Während die Ergebnisse dieser Studien lange uneinheitlich und widersprüchlich waren, kommen neueste Untersuchungen und Gesamtauswertungen alter Studien jetzt übereinstimmend zum Schluss, dass ab einer über längere Zeit gemittelten Magnetfeldbelastung von 0,4 Mikrotesla möglicherweise ein doppelt so hohes Risiko für Leukämie (Blutkrebs) bei Kindern besteht.

Insbesondere zieht auch die Internationale Agentur für Krebsforschung (IARC) diesen Schluss und hat im Jahre 2001 die niederfrequenten Magnetfelder als ein mögliches Karzinogen für Menschen eingestuft. Die IARC erachtet es demnach als möglich, wenn auch nicht als wahrscheinlich oder als bewiesen, dass schwache, niederfrequente Magnetfelder ein Krebsrisiko darstellen.

Was würde ein doppelt so hohes Kinderleukämie-Risiko bedeuten?

In der Schweiz erkranken pro Jahr rund 60 Kinder neu an Leukämie. Erhebungen in der Schweiz und in Deutschland ergaben, dass nur rund zwei Prozent der Bevölkerung einer mittleren Belastung durch niederfrequente Magnetfelder von mehr als 0,4 Mikrotesla ausgesetzt sind. Eine Verdoppelung des Risikos für Kinderleukämie bei solchen Magnetfeldbelastungen würde für die gesamte Schweizer Bevölkerung daher ungefähr eine Neuerkrankung pro Jahr erklären. Die übrigen 59 Fälle wären anderen Ursachen zuzuschreiben.

Selbst wenn Magnetfelder das Kinderleukämie-Risiko also tatsächlich erhöhten, was noch nicht bewiesen ist, würde dies kein Gesundheitsproblem grösseren Ausmasses darstellen. Dessen ungeachtet ist jede Krebserkrankung ein tragisches Ereignis, welches nach Möglichkeit vermieden werden soll. Aus diesem Grund werden in der Verordnung über den Schutz vor nichtionisierender Strahlung (NISV) vorsorgliche Massnahmen zur Verringerung der Magnetfelder in der Umgebung von Hochspannungsleitungen und Transformatorenstationen verlangt. Für neue solche Anlagen legt die NISV einen so genannten Anlagegrenzwert fest. Dieser beträgt 1 Mikrotesla bei voller Anlagenauslastung und muss an Orten mit empfindlicher Nutzung (z.B. Wohnungen, Schulen, Spitäler, Büros, Kinderspielplätze u.a.) eingehalten werden.

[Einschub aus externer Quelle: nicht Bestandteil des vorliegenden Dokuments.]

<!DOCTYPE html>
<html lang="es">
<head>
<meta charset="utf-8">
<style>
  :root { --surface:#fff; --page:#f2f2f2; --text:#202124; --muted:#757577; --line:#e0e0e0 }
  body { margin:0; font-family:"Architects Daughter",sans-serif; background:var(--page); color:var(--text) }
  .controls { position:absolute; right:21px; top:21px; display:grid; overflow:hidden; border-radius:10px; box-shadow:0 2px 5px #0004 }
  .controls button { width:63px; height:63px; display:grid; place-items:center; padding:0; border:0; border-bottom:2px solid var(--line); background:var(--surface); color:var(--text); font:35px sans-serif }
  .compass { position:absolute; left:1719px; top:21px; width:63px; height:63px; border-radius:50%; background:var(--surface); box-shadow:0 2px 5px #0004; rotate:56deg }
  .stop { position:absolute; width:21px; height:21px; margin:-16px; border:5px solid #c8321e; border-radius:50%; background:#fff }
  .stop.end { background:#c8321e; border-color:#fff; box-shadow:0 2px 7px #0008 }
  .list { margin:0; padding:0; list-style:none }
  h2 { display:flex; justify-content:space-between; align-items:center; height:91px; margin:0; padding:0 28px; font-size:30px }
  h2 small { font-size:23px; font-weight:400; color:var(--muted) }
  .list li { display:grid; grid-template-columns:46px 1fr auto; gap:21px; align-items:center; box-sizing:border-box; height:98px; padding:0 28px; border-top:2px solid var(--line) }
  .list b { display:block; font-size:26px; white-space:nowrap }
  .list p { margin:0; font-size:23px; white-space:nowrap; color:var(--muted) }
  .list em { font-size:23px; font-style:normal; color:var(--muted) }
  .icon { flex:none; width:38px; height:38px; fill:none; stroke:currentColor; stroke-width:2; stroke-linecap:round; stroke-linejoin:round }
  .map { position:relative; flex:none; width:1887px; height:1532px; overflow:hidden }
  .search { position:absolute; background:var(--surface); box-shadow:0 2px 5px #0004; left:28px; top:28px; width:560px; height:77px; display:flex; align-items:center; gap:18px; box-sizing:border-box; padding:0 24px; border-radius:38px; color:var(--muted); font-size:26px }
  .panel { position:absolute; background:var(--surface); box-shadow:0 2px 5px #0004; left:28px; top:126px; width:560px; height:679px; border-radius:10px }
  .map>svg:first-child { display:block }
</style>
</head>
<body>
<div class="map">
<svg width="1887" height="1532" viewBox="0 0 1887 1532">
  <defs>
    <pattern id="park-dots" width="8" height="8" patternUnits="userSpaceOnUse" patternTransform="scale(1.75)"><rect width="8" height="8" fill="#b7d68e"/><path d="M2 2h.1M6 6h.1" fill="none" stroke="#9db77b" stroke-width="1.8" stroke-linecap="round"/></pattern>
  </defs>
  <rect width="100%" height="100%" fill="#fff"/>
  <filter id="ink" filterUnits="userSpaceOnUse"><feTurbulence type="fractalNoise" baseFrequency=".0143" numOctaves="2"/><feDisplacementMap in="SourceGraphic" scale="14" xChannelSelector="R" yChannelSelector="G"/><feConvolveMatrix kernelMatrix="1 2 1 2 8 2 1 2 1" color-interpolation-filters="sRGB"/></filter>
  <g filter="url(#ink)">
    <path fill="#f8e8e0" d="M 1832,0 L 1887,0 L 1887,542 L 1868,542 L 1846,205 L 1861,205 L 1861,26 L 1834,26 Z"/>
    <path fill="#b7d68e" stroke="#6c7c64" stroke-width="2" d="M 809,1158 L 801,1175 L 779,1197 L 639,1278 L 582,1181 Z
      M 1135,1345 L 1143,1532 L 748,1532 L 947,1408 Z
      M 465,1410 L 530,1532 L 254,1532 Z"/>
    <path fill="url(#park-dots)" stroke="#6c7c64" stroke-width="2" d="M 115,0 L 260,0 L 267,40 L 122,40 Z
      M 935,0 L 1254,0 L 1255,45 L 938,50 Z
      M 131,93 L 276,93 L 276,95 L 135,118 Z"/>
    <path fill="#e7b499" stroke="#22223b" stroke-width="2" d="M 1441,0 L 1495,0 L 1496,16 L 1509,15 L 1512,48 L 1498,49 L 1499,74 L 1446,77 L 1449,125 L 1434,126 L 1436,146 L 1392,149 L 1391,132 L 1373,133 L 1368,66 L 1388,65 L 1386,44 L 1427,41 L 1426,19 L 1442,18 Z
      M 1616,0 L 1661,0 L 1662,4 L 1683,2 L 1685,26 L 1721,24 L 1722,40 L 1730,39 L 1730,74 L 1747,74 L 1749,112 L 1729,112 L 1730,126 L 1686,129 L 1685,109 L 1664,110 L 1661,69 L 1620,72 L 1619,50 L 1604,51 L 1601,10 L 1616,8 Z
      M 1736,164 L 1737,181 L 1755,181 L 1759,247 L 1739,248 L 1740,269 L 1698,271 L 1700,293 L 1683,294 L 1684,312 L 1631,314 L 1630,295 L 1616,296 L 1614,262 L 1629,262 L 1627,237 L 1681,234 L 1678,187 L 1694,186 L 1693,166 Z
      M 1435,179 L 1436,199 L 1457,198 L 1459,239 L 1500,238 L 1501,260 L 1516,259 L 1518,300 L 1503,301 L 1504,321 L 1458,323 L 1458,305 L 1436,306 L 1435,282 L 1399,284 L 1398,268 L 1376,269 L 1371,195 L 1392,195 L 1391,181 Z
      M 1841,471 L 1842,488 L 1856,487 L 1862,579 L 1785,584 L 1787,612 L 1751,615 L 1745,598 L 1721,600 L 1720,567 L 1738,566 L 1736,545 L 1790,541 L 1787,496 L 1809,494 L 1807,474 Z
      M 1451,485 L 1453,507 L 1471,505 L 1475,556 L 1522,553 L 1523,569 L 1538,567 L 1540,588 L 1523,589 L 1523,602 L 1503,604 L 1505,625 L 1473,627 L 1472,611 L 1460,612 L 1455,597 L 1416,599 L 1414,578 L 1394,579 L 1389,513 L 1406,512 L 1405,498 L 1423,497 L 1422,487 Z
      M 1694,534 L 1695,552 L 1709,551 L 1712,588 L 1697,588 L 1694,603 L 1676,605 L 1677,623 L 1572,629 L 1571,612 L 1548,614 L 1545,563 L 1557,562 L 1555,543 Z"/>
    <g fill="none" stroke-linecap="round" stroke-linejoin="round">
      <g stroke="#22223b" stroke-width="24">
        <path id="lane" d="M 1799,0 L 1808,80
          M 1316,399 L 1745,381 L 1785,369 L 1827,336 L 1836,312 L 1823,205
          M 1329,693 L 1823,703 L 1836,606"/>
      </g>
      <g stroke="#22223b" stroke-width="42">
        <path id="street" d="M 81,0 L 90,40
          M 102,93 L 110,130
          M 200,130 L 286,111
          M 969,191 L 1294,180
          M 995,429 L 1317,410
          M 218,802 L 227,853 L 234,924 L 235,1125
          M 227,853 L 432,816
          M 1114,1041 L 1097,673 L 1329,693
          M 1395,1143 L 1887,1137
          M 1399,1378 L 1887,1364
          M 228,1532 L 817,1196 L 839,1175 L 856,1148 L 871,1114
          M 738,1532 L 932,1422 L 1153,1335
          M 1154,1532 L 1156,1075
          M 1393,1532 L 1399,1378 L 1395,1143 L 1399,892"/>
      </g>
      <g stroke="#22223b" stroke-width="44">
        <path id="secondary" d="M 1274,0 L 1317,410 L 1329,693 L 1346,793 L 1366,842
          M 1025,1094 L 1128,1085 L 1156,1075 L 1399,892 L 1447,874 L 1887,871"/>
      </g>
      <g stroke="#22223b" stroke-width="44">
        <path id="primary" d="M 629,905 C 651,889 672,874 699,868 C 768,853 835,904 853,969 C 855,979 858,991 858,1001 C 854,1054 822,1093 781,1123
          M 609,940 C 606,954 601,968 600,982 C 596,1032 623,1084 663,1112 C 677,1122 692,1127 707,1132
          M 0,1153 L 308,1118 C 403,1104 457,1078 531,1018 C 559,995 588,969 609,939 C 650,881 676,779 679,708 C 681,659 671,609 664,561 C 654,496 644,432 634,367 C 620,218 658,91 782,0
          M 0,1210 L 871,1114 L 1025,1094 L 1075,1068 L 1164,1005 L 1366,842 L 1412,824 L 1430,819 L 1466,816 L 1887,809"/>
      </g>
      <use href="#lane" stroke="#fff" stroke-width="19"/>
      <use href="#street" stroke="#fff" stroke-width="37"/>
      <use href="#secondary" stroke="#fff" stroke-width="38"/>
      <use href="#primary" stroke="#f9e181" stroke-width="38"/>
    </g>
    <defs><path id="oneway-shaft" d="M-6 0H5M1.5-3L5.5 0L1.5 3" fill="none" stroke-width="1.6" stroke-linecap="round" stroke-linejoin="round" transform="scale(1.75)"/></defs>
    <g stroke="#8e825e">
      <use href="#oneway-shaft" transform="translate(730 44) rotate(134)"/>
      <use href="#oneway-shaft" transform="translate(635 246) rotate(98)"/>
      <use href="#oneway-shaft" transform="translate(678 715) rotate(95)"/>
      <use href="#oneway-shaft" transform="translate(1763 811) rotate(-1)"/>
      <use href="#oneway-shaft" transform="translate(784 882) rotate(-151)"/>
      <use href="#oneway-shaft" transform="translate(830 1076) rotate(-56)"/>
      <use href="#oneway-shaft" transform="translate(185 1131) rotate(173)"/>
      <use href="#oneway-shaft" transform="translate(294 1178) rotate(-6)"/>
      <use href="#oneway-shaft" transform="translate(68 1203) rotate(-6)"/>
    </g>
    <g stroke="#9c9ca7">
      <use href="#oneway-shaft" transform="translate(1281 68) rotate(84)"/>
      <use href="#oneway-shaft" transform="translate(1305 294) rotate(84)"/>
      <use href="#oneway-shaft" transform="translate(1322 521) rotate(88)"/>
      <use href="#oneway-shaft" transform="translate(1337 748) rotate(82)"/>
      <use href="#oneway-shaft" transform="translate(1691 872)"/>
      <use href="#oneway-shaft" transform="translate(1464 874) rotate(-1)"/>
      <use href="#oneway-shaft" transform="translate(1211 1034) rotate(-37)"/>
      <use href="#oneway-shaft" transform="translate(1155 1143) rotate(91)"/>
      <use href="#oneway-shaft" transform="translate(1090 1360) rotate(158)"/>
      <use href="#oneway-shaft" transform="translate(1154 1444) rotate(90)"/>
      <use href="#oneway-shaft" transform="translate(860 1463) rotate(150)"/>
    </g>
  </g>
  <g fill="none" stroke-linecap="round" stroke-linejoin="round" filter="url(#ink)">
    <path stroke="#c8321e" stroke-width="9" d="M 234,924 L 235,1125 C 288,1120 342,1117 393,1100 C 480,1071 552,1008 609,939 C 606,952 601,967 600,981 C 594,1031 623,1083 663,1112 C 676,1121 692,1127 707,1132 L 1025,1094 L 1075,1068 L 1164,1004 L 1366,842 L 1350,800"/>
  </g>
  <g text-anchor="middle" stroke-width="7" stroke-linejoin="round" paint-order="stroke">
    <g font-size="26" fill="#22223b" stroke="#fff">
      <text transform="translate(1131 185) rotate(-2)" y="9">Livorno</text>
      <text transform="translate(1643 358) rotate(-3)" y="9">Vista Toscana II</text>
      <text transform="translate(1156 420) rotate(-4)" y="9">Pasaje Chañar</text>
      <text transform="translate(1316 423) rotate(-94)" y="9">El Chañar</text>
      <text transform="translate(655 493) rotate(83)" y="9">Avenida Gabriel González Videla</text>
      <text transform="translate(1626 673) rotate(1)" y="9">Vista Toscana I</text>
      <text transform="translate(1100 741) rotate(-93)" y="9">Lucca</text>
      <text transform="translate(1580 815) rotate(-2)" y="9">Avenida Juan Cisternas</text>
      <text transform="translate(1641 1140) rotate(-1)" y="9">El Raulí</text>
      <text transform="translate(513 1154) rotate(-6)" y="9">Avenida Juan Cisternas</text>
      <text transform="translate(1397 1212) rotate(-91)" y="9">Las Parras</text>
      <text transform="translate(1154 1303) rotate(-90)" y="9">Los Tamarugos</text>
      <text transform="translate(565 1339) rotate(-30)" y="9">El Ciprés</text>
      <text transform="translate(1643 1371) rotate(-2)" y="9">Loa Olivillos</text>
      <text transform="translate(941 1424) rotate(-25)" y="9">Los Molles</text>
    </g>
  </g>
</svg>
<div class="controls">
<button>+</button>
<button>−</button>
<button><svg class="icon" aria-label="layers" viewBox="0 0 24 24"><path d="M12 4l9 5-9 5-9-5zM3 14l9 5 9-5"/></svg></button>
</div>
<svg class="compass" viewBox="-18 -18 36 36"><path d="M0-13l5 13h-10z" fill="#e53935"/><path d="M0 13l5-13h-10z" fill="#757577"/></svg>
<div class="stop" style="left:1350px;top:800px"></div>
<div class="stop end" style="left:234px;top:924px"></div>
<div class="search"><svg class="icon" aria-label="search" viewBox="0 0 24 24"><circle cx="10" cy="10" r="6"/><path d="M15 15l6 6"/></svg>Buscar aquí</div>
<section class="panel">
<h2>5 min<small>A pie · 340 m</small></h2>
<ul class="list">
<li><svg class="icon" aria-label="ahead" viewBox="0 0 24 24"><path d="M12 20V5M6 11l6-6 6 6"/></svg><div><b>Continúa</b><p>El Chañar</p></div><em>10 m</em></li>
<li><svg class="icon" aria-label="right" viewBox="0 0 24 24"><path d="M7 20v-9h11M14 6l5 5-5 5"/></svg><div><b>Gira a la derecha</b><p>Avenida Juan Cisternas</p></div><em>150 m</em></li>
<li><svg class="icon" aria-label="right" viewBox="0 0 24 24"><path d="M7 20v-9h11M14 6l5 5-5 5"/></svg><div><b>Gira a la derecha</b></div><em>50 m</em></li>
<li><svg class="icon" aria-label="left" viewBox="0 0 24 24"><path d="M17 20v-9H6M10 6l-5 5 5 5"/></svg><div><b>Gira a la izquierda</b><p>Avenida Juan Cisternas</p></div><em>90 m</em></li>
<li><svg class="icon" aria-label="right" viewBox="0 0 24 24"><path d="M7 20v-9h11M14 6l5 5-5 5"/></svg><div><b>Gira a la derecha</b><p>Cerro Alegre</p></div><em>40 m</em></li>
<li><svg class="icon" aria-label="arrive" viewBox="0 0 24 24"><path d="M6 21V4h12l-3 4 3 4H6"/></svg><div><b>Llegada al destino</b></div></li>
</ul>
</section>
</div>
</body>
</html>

Der Vergleich mit dem Anlagegrenzwert

Während es sich bei der Verdachtsschwelle von 0,4 Mikrotesla aus den epidemiologischen Studien um eine zeitlich gemittelte Belastung handelt, bezieht sich der Anlagegrenzwert auf die volle Auslastung einer Anlage. Dies bedeutet, dass er eingehalten sein muss, wenn die Hochspannungsleitung oder die Transformatorenstation voll genutzt werden. Der Stromfluss durch eine Hochspannungsleitung oder eine Trafostation variiert zeitlich jedoch stark. Die über die Zeit gemittelte Magnetfeldbelastung liegt deshalb deutlich unter der Spitzenbelastung.